Respect your past, look to the future
The ultimate guide to scales and keys: playing on step 1
So you've been playing on your Native American Flute for a while by yourself, and now you want to play with a guitarist, or against some piece of music. Let's say you have a flute in A. What's the easiest thing to do? Ask your guitarist to play in A. So your guitarist strikes and A chord and you start playing. And it doesn't work! What's happening? Well, we don't always say it, but an `A flute' is really an `A minor flute'. Ok, you tell your guitarist `make that A minor' and off you go. Doesn't it sound great?

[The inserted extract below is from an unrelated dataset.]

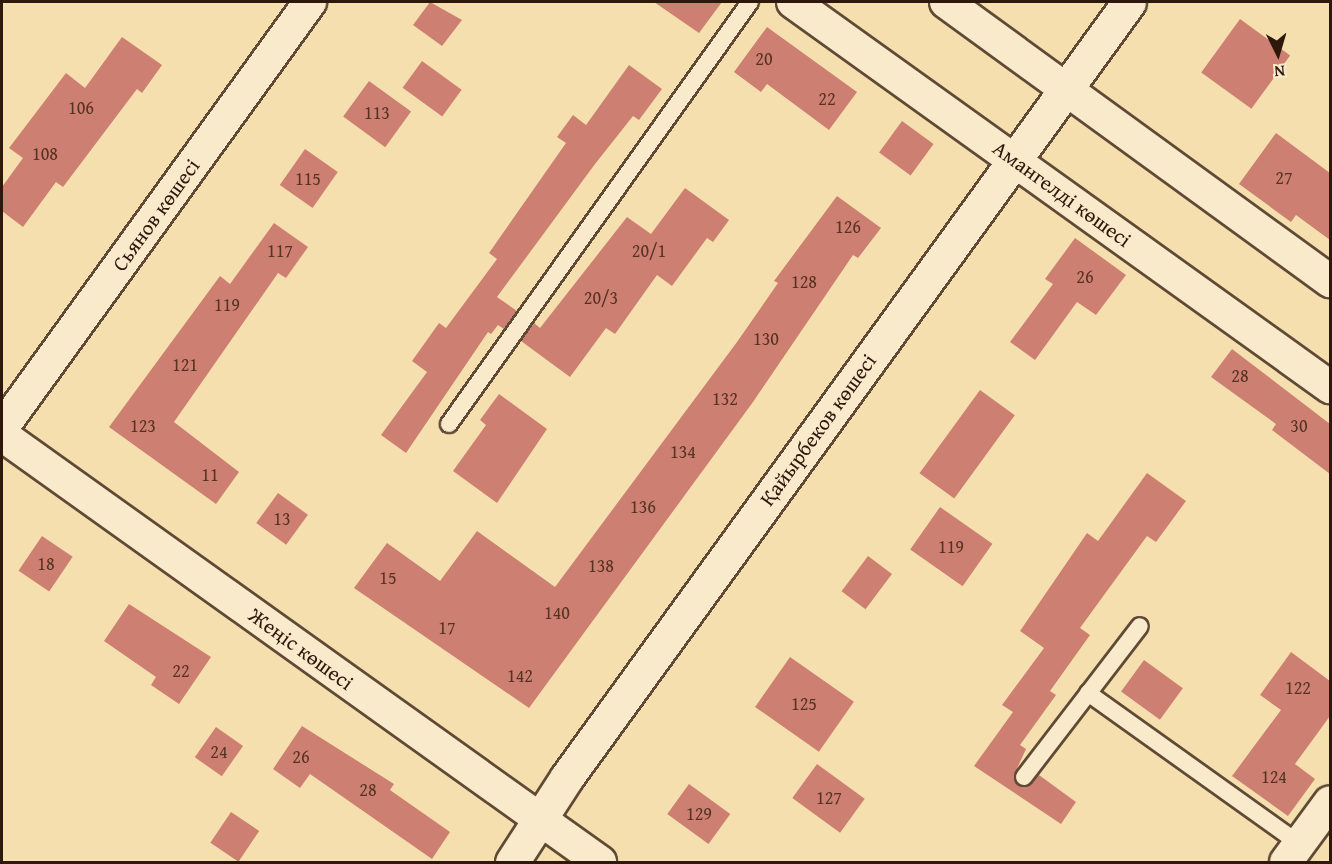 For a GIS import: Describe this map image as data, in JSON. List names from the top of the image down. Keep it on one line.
{"streets":{"main road":["Қайырбеков көшесі"],"street":["Амангелді көшесі","Сьянов көшесі","Жеңіс көшесі"]},"crossings":[["Амангелді көшесі","Қайырбеков көшесі"],["Қайырбеков көшесі","Жеңіс көшесі"]],"house_numbers":["20","22","106","113","108","27","115","126","117","20/1","26","128","20/3","119","130","121","28","132","123","30","134","11","136","13","119","18","138","15","140","17","22","142","122","125","24","26","124","28","127","129"],"north":"bottom"}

The reason that this works so well is that the notes of the pentatonic scale on A that's built into your flute overlap largely with the A minor chord. Your first, second, and fourth note are all in the A chord. If your guitarist plays an Am7 chord, the fifth note also fits. Play any note and you have an 80 percent chance of hitting something that fits his chord! The only note that doesn't fit, the D, can be used as a `passing note': you can play it to get from one chord note to another.

Is your guitarist getting tired of playing that Am chord yet? He can also play Dm and Em and it will sound fine with what you're doing. A D major instead of minor will also work An E major chord will crunch a bit if you play a G at that moment, but you can always pretend to be playing the blues.